What you return must be exactly the lines running from the one with "I am building" to the end of the data below, inclusive, and nothing more.

[Opening DATA UNDER STUDY section]

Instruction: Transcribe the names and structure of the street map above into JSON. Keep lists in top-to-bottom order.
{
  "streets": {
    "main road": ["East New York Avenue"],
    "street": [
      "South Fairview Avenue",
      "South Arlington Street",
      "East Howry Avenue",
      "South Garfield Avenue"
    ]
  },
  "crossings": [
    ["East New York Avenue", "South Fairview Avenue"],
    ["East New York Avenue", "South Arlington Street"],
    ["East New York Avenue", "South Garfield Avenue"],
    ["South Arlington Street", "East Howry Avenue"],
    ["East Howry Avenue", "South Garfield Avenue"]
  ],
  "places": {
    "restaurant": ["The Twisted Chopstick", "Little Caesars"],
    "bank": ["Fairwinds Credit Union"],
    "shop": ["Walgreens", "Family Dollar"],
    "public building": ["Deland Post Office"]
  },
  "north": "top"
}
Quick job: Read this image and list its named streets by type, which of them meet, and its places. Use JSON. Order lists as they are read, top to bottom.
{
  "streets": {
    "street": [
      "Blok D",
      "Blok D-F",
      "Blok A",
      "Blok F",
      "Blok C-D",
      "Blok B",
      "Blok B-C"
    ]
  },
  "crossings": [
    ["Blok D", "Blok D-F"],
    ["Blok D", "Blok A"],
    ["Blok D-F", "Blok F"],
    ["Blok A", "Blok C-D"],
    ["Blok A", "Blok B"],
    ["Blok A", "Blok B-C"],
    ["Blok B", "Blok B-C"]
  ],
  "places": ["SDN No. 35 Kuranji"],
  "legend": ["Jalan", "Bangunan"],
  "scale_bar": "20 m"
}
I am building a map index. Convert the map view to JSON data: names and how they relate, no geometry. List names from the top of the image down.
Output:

[Closing DATA UNDER STUDY section]

» **RESPONSE AREA**:
I am building a map index. Convert the map view to JSON data: names and how they relate, no geometry. List names from the top of the image down.
Output:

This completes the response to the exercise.